ACTION ITEM ▸
Which of the lines below contain the string "Fletcher"? Pull each one out of the data.

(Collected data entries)
◇ ◇ ◇ ◇ ◇

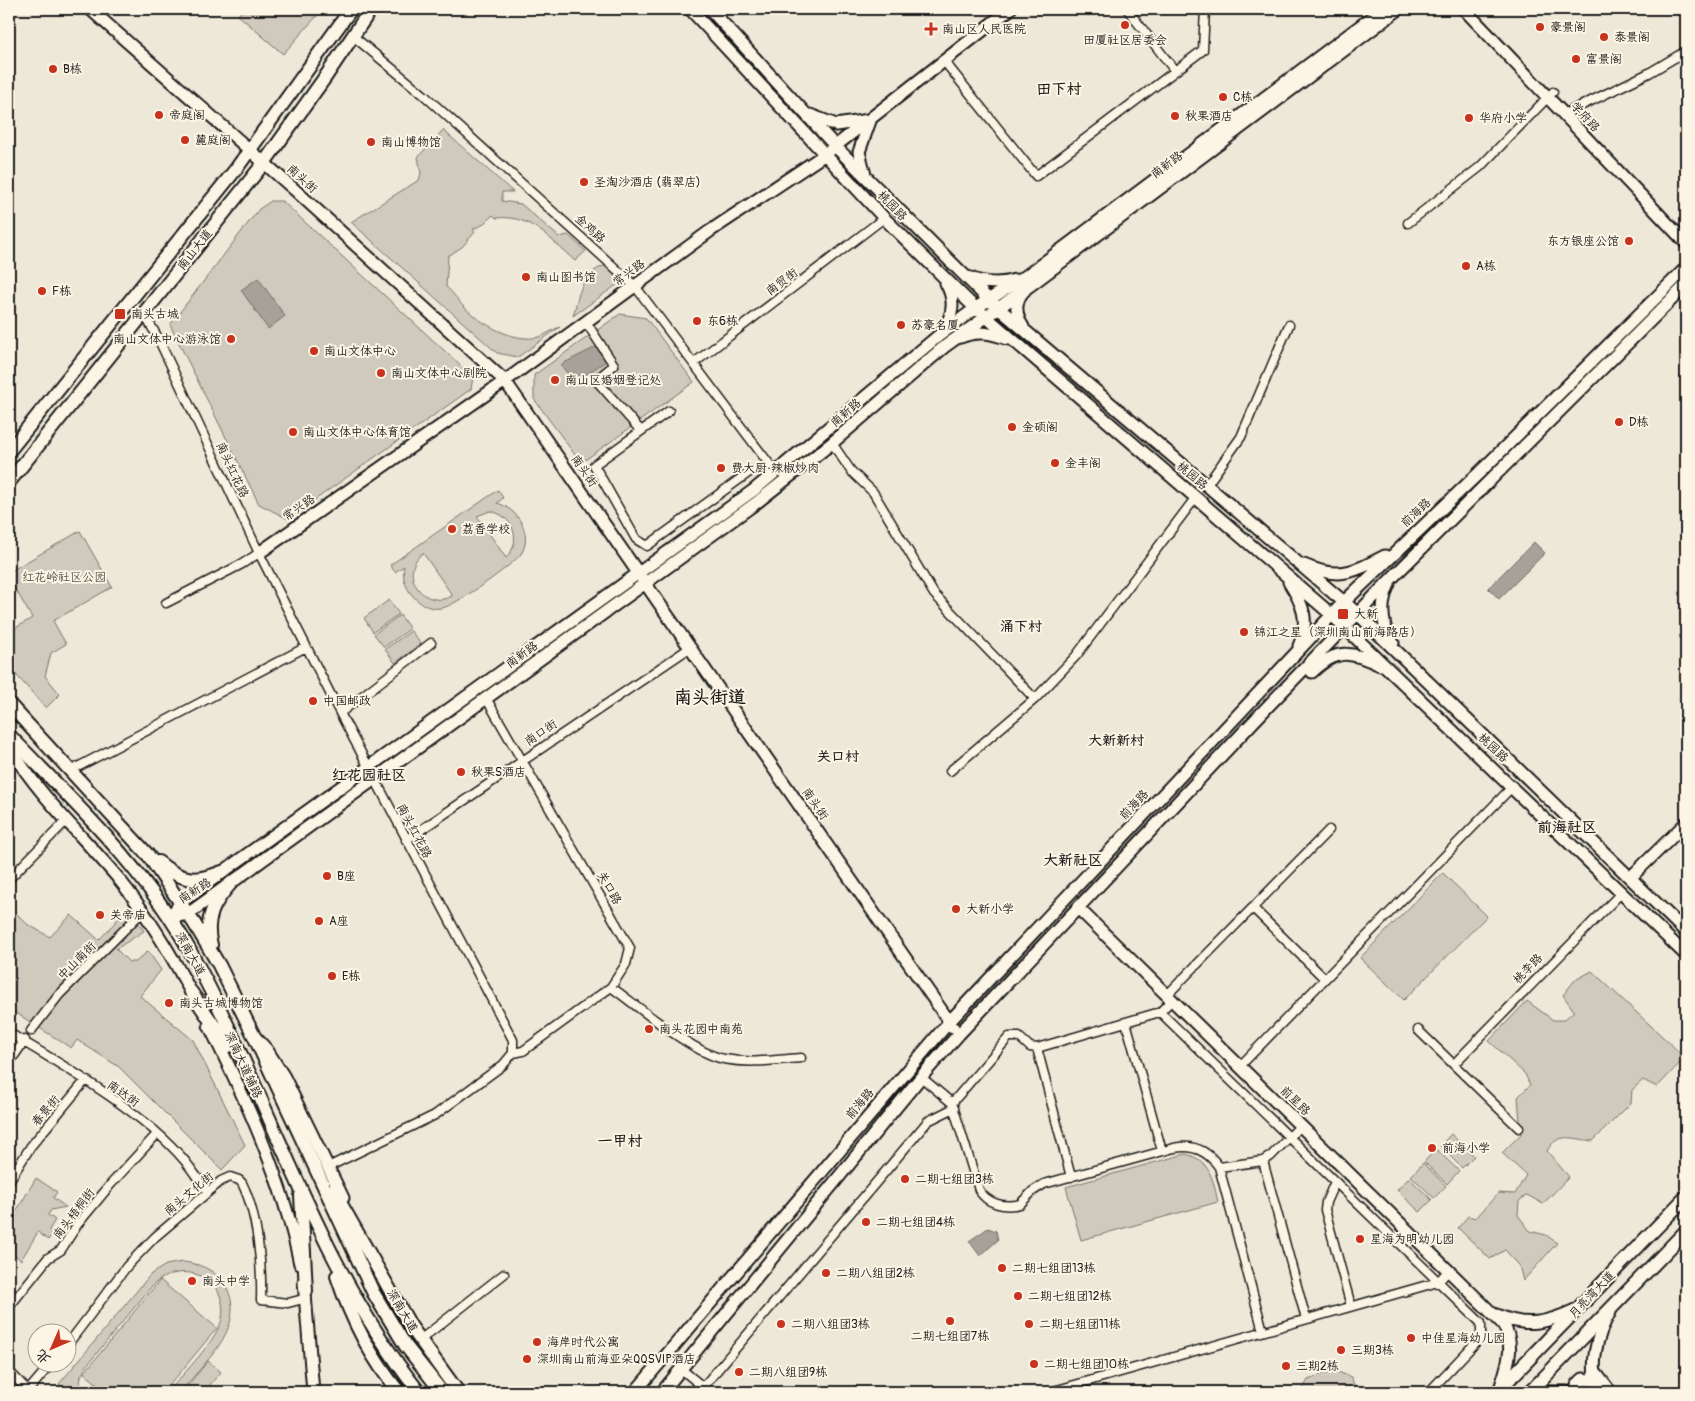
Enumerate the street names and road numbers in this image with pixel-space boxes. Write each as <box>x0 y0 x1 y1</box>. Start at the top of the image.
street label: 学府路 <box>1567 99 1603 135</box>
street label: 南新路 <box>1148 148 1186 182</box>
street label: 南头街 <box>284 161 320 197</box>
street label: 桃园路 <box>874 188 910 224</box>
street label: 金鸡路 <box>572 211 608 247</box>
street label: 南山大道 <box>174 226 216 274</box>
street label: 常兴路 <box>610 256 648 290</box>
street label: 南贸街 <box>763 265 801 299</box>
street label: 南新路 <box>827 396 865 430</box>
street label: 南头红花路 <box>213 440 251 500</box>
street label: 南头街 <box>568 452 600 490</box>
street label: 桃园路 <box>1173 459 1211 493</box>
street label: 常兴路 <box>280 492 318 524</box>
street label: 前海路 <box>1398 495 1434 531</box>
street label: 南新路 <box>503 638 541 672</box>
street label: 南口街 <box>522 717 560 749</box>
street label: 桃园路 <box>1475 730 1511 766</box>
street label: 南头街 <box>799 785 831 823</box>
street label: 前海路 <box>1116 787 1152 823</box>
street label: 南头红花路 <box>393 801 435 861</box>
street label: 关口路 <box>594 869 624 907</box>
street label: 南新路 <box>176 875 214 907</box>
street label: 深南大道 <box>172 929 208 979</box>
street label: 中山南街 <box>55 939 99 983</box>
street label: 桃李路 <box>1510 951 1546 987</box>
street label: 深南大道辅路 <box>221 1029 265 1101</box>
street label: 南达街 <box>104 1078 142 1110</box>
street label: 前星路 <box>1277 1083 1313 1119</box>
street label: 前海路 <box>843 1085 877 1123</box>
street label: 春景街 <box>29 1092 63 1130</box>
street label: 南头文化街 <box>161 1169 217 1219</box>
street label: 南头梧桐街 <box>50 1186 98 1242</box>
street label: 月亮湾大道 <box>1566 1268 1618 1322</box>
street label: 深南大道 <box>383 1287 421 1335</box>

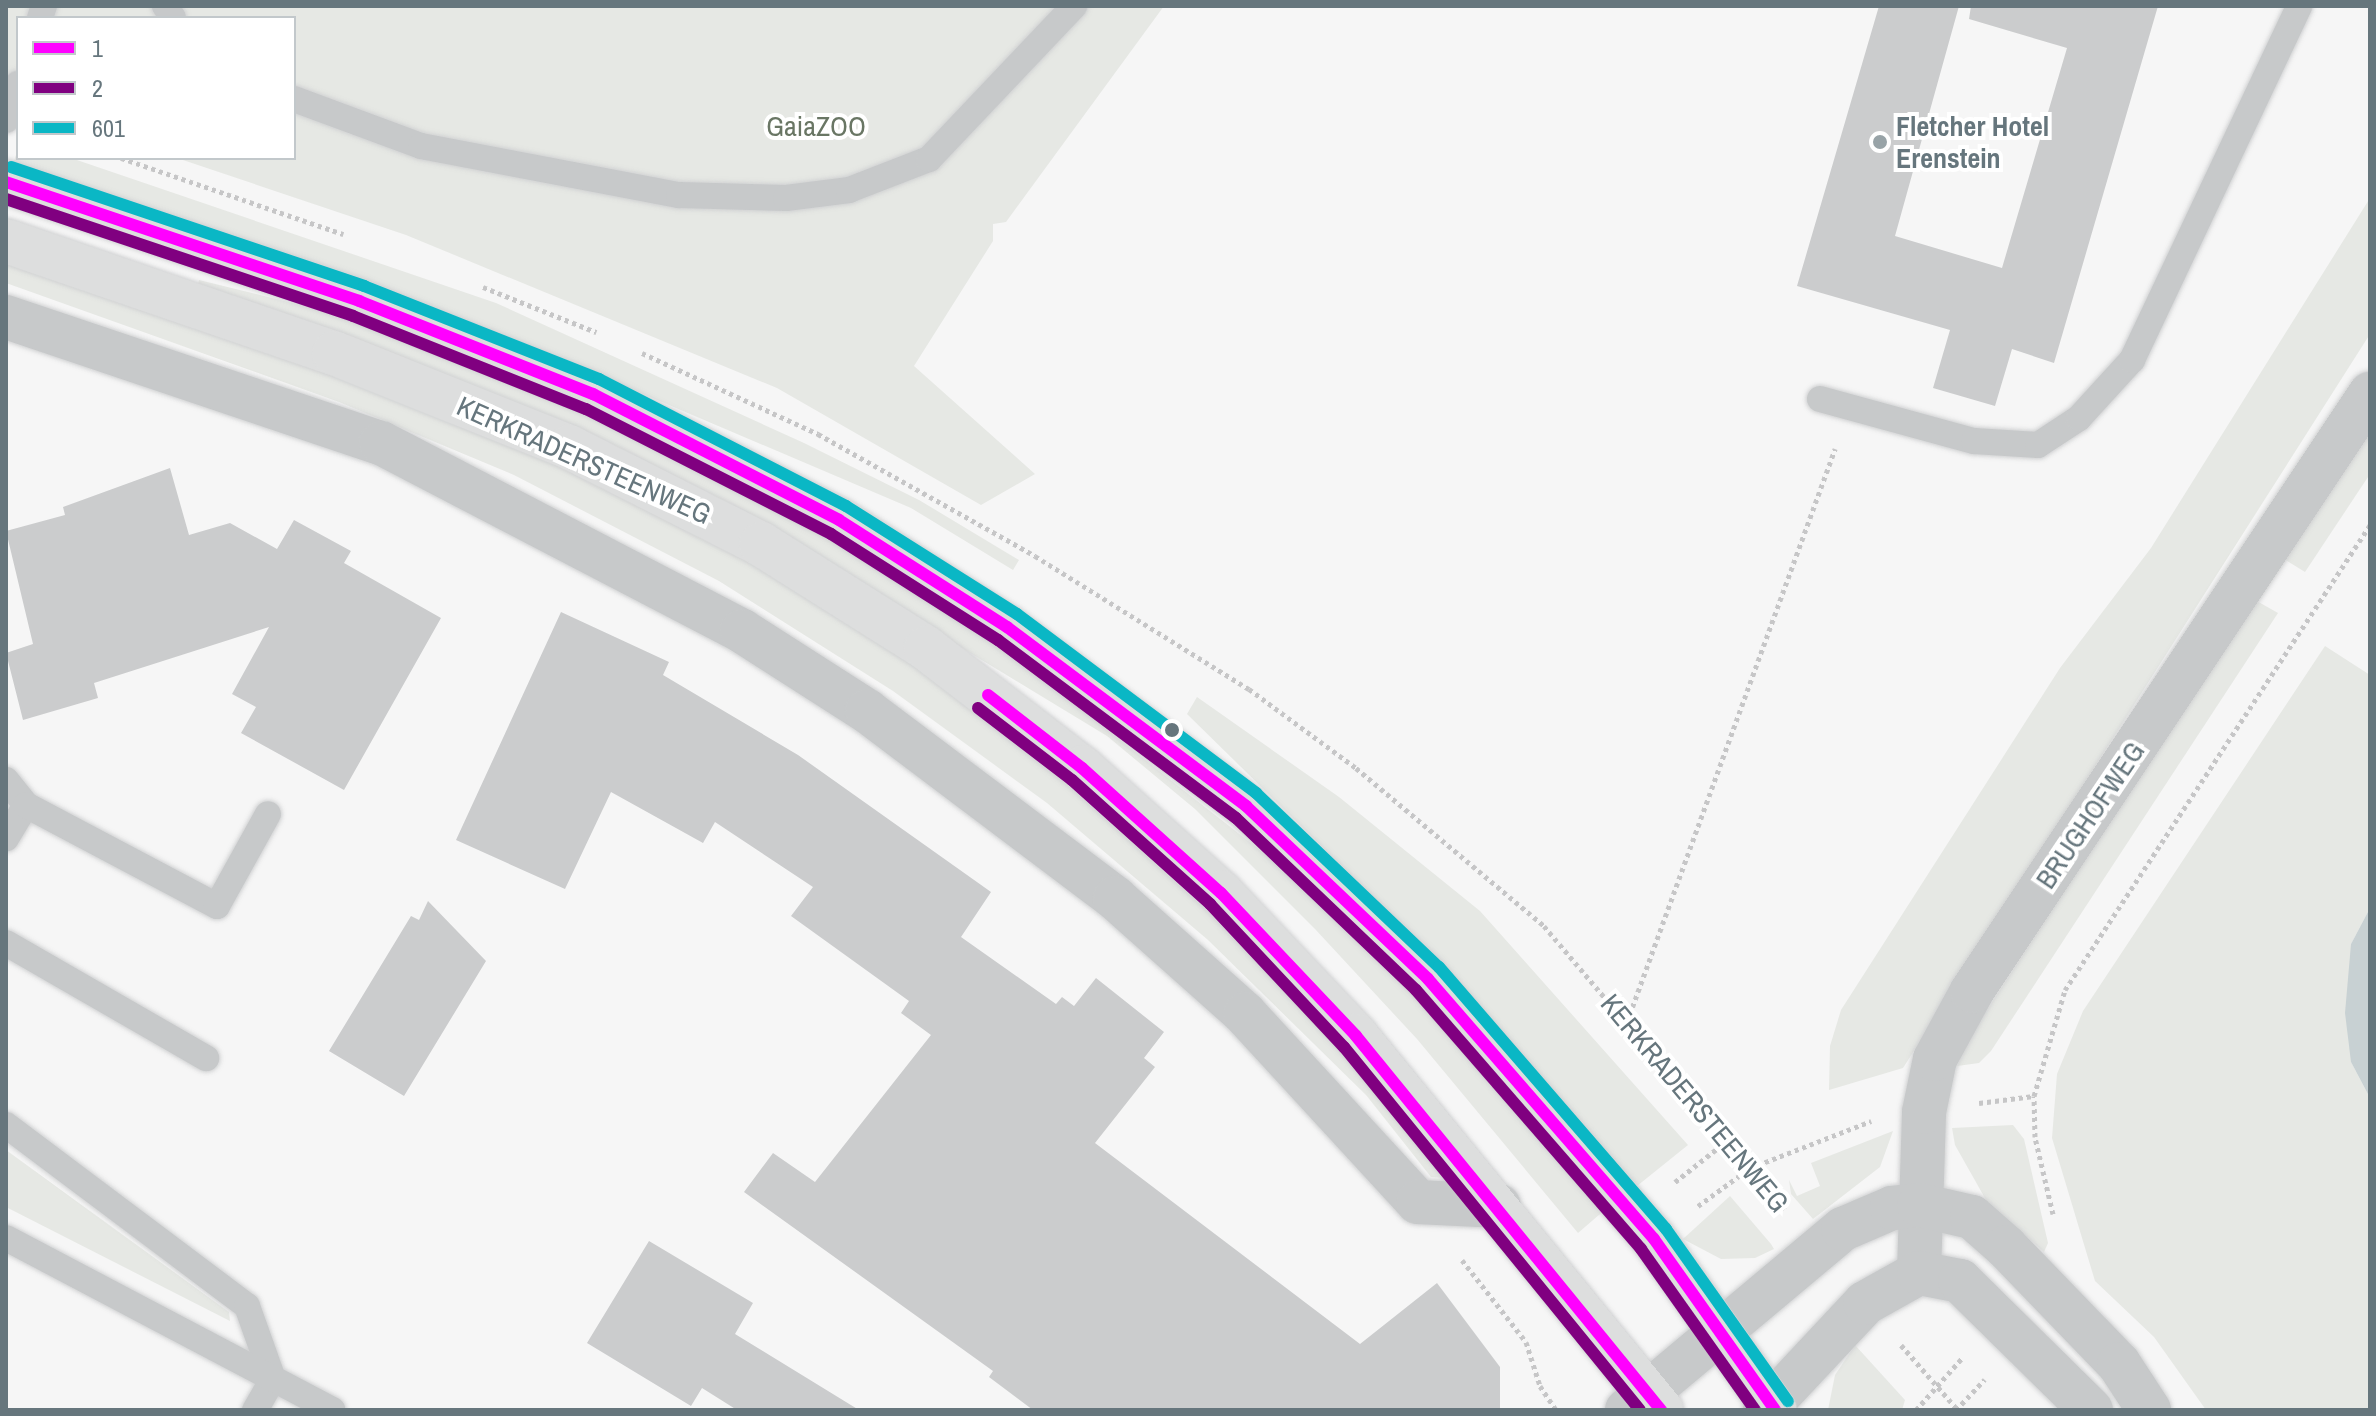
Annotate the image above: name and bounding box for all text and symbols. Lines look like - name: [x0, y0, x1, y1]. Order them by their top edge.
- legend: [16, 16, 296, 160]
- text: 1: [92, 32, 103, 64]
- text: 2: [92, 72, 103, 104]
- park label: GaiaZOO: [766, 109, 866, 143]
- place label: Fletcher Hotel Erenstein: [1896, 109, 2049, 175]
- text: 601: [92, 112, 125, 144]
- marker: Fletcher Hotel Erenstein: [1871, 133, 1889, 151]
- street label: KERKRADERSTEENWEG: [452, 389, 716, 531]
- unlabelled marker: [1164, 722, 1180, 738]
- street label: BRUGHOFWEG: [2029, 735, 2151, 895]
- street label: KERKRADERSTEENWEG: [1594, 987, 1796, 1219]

◇ ◇ ◇ ◇ ◇

ANSWER FOR THE TASK ▸
- place label: Fletcher Hotel Erenstein: [1896, 109, 2049, 175]
- marker: Fletcher Hotel Erenstein: [1871, 133, 1889, 151]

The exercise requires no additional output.